- The Washington Times - Tuesday, August 2, 2005

HARARE, Zimbabwe — Zimbabwean opposition leader Morgan Tsvangirai was cleared yesterday of treason charges that carried a possible death sentence.

Mr. Tsvangirai, 53, was arrested in June 2003 and spent two weeks in jail after protests called by his Movement for Democratic Change (MDC) party that the government said were aimed at overthrowing President Robert Mugabe.

Prosecutor Florence Ziyambi told the Harare magistrate’s court that the state was “withdrawing the charges before plea,” but gave no explanation.

Mr. Tsvangirai showed no emotion when the magistrate read the prosecution’s decision.

But speaking to reporters at his home later in the day, a jubilant Mr. Tsvangirai said the case was a feeble attempt by the Mugabe government to deflect attention from the slew of political and economic crises bedeviling the southern African nation.

“This one had no basis at all,” he said. “Let me say, this was a worthless attempt to divert attention from the issues confronting our nation.”

The former trade union leader who formed the MDC in late 1999 was also acquitted of treason in October, after an almost six-month trial on separate charges of plotting to kill Mr. Mugabe, in power since the country achieved independence in 1980.

The Zimbabwean government sought leave to appeal in December, but withdrew that appeal in February, shortly before parliamentary elections in March.

At his initial hearing two years ago, Mr. Tsvangirai was brought before the High Court in leg irons and wore khaki prison garb for his bail hearing.

He has been appearing in court regularly for remand, but his attorneys had complained at the last hearing that the state was taking too long to go to trial.

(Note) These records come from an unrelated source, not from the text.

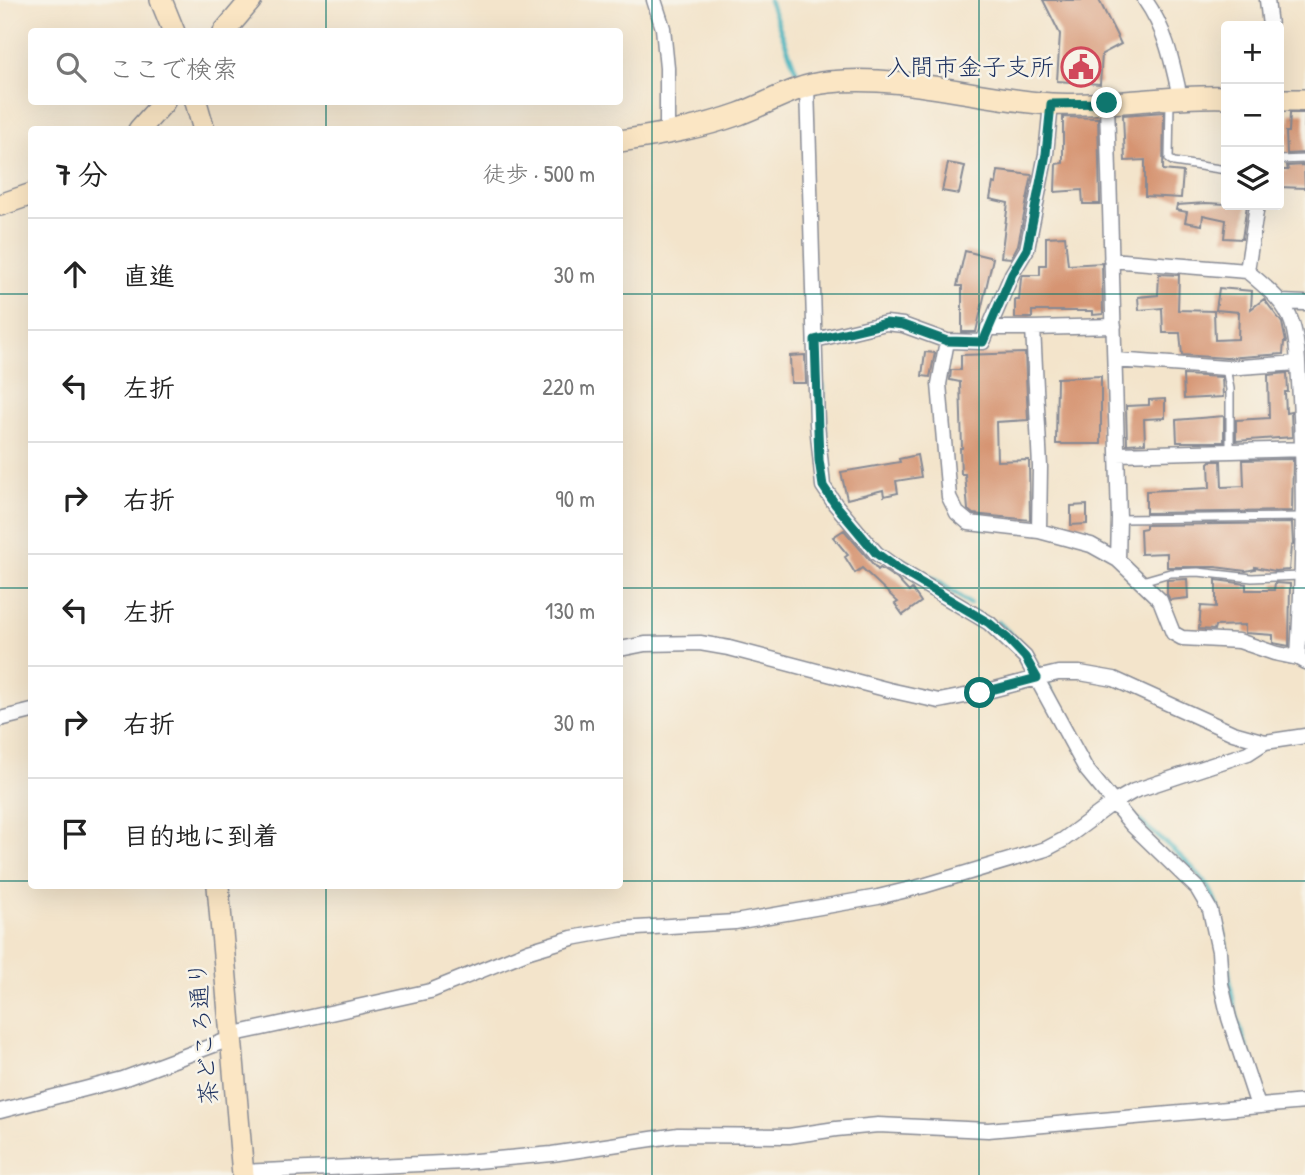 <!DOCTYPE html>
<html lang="ja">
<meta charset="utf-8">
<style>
:root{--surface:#fff;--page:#f6f6f6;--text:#222;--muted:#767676;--line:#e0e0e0}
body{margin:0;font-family:"Patrick Hand","Klee One",sans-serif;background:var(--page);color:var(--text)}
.controls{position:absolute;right:21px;top:21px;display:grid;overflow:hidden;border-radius:7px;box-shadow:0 7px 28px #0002}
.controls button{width:63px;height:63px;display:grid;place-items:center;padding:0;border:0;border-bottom:2px solid var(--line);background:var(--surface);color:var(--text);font:35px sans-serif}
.stop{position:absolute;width:21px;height:21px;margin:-16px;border:5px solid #0f766e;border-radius:50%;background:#fff}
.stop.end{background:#0f766e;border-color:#fff;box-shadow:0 2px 7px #0008}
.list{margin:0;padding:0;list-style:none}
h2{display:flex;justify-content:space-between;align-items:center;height:91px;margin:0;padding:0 28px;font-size:30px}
h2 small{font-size:23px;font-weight:400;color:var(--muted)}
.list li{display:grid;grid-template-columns:46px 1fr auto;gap:21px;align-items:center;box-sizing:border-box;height:112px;padding:0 28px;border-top:2px solid var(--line)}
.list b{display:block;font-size:26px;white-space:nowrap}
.list em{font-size:23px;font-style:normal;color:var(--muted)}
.icon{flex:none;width:38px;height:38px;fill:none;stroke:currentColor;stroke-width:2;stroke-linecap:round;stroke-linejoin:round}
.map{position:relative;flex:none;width:1305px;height:1175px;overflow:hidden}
.search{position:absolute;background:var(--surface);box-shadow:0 7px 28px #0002;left:28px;top:28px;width:595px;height:77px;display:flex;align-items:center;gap:18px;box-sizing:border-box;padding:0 24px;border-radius:7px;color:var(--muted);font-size:26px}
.panel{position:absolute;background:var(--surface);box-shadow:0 7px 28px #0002;left:28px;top:126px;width:595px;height:763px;border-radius:7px}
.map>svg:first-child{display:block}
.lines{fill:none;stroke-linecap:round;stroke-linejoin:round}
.stream{stroke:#43b2bd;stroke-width:4.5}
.building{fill:#d69472}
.lane-casing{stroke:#878a94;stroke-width:10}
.street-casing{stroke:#878a94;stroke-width:17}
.secondary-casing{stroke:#878a94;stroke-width:24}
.lane{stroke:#fff;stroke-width:7}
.street{stroke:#fff;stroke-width:14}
.secondary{stroke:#fbe6c4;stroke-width:21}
.route{stroke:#0f766e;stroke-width:9}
.grid{fill:none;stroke:#0f766e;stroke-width:2;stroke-opacity:0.55}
.labels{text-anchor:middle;stroke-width:5;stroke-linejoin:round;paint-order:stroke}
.poi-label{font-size:24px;fill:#1b2f5e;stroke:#f7f3e8;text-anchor:end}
.street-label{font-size:24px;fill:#1b2f5e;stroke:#f7f3e8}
</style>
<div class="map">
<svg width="1305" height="1175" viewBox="0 0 1305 1175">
<rect width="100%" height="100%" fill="#f7f3e8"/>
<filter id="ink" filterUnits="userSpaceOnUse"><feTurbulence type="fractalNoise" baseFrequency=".0143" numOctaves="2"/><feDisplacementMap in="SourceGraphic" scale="14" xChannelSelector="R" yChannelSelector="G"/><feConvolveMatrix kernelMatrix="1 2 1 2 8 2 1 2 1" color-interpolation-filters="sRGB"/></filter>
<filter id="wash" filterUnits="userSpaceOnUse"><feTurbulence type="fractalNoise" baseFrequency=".00686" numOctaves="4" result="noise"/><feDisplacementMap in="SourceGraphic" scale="28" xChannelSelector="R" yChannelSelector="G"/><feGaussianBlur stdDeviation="1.57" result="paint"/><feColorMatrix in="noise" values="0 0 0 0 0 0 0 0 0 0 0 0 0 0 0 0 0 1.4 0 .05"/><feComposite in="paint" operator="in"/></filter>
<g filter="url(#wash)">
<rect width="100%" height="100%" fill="#f3e4cb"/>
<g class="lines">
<path class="stream" d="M769 0 800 81
M823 385 825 435
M880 547 940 583 970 604
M998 622 1022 645
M1032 657 1067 720
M1130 813C1153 833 1194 864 1209 888 1229 923 1225 966 1234 1005 1238 1026 1247 1046 1253 1067"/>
</g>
<g id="blocks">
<path class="building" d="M1043 0H1099L1121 44 1102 54 1100 84 1057 81 1060 34Z
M1164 112 1163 170 1183 172 1181 198 1145 196V160L1125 161 1123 115Z
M1290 113H1305L1304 153 1287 154 1286 132H1289Z
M1063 117 1098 118 1100 204H1083L1082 190 1055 192 1056 164 1063 163Z
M948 163 965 166 959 194 942 191Z
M1304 165 1305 188 1279 187V170H1288L1287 166Z
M998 171 1032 175 1018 245 1011 258 1001 257 1008 203 990 199 993 183 996 184Z
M1206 203 1247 205 1242 239 1224 238 1226 220 1203 215 1202 225 1185 222 1187 212 1176 210 1177 205Z
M1065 236 1068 265 1102 263 1103 314 1093 315V311H1032V318H1015V300H1019L1021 278 1023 275H1040V265H1046V237Z
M965 251 993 258 976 332H962V286H957Z
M1159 274 1179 275 1178 310 1214 311 1215 340 1238 339 1239 312 1216 310 1219 288 1252 291 1251 309 1264 299 1282 323 1286 342H1284L1283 354 1226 358 1182 355 1180 333H1163L1162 308 1139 310 1138 297 1158 295Z
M925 352 935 353 930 377 922 376Z
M1025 353 1028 420 996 422 997 461 1029 460 1030 520 973 514 968 510 965 474H961L960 448H962L960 382 950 380 951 370H961V355Z
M805 355 806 383H791L790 356Z
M1287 373 1288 392H1285L1286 413 1291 412 1292 437 1236 441V420L1269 418 1268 375Z
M1183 375 1222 377 1223 397 1184 399Z
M1101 376V444H1056L1057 378Z
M1165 399V418L1144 419 1145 443 1127 444 1126 406 1149 405V400Z
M1224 416V442H1177L1176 420Z
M917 455 921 477 896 481 898 493 884 496 883 490 847 499 841 472 900 462 899 459Z
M1293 459 1292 511 1146 513V491L1210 488 1209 463 1211 461H1221L1222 487 1244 486 1243 460Z
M1087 505V524L1071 525V506Z
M1292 523 1293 545 1291 546 1289 570 1275 571 1255 567V569L1246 571 1215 567H1167V553L1141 554 1140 529 1146 528V525Z
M844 530 878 570 880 568 897 579 909 592 912 589 921 602 903 615 895 604 898 602 862 568 855 573 845 557 848 555 833 537Z
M1187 579 1188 598 1170 600 1167 594V580Z
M1216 580 1246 584V590H1274L1275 583 1290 584 1289 646 1273 643V635L1245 633V625L1215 626 1214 630 1199 629 1201 606 1216 607Z"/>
</g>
</g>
<g filter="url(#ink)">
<use href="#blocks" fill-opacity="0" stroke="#878a94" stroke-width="2"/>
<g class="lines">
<g class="lane-casing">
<path id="lane" d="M1170 102 1169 159 1174 162 1226 170
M1279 160 1305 159
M1226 368 1230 389V450
M1119 519 1303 517
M1142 581 1170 573 1198 572 1252 578 1301 576"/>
</g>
<g class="street-casing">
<path id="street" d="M654 0 663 28 667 68V134
M1145 0C1166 30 1172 61 1180 97
M1267 0 1270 26
M807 86 817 424 823 486 835 504 876 553 898 569 989 623 1025 657 1086 769 1132 825 1197 888 1210 910 1219 951 1221 984 1229 1018 1258 1106
M1107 103 1119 519 1118 560
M1257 205 1247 271C1264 286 1285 301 1292 323 1299 344 1298 375 1300 397 1305 484 1303 571 1298 658
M1111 260 1247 271
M1280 302 1305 303
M988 328H1033
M815 340 886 323 903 325 947 341 983 342 1012 274 1027 249 1046 154 1051 104
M947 341 939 384 949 497 957 513 969 523 1039 531 1091 545 1118 560 1160 600 1173 633 1182 638 1239 641 1274 653 1298 658 1305 662
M1115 360 1226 368 1298 363
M1117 454 1305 449
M1039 531 1040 467 1033 328 1114 326
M620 649 645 644 700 643 729 648 889 690 939 701 980 693 1037 678 1058 673H1080L1114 679 1233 733 1265 742 1305 736
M0 719 32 711
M0 1111 123 1079 230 1039 239 1033 430 991 529 951 572 938 621 929 735 922 878 897 923 886 1046 849 1063 840 1113 803 1134 791 1248 753 1265 742
M243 1172 465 1162 552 1154 678 1135 789 1136 836 1129 878 1125 988 1130 1305 1102"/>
</g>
<g class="secondary-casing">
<path id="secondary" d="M161 0 174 32
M224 32 251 0
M1279 100H1305
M196 102 204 130
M139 130 164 102
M620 141C660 135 700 128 739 114 769 103 796 85 829 82 903 74 977 99 1051 104 1109 107 1168 95 1226 97
M0 205 32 194
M218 886 243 1175"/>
</g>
<use href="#lane" class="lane"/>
<use href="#street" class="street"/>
<use href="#secondary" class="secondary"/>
</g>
</g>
<g class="lines" filter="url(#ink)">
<path class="route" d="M980 693 1037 678 1025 657 1008 639 989 623 898 569 876 553 835 504 823 486 819 460 815 340 886 323 903 325 947 341 983 342 1012 274 1027 249 1046 154 1051 104 1107 103"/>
</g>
<path class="grid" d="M326 0V32M652 0V1175M979 0V1175M326 102V130M0 294H32M620 294H1305M0 588H32M620 588H1305M0 881H32M620 881H1305M326 886V1175"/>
<defs>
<g id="civic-ring" transform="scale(2.0125)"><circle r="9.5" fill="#f7f3e8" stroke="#d1495b" stroke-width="1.5"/><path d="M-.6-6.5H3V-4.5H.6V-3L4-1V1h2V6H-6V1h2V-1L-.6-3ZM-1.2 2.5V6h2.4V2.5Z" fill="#d1495b"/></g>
</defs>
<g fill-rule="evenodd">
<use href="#civic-ring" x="1081" y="67"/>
</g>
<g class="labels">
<g class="poi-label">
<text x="1054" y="75">入間市金子支所</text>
</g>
<g class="street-label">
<text transform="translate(203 1033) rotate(-95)" y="8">茶どころ通り</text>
</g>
</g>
</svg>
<div class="controls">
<button>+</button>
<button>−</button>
<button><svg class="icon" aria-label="layers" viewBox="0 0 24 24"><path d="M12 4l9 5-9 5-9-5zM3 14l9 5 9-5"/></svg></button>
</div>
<div class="stop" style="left:980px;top:693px"></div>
<div class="stop end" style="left:1107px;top:103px"></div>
<div class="search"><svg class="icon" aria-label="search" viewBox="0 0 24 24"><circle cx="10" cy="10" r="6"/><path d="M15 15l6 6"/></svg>ここで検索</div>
<section class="panel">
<h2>7 分<small>徒歩 · 500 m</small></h2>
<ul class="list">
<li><svg class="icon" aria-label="ahead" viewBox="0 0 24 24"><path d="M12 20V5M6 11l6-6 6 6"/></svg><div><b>直進</b></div><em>30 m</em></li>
<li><svg class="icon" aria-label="left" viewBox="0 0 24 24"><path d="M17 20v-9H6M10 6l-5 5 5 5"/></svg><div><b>左折</b></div><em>220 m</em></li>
<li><svg class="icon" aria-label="right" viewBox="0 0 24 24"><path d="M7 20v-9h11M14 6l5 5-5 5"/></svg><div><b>右折</b></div><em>90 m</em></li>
<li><svg class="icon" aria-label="left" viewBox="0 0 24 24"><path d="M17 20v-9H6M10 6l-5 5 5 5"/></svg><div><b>左折</b></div><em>130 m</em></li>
<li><svg class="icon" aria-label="right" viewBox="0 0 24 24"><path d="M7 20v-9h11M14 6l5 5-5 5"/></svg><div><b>右折</b></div><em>30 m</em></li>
<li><svg class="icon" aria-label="arrive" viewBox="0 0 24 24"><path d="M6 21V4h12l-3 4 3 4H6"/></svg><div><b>目的地に到着</b></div></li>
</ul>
</section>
</div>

Over the past month, Mr. Tsvangirai has visited communities affected by a much-criticized demolitions campaign that has left 700,000 people homeless and condemned it as an act of retribution against his supporters.

Mr. Tsvangirai is also preparing for a challenge in the Supreme Court against Mr. Mugabe’s victory in 2002 elections, although no date has been set for the case.

His party is also challenging in court the outcome of the March parliamentary vote that gave the MDC 41 seats, compared with 78 for Mr. Mugabe’s party, the Zimbabwe African National Union-Patriotic Front.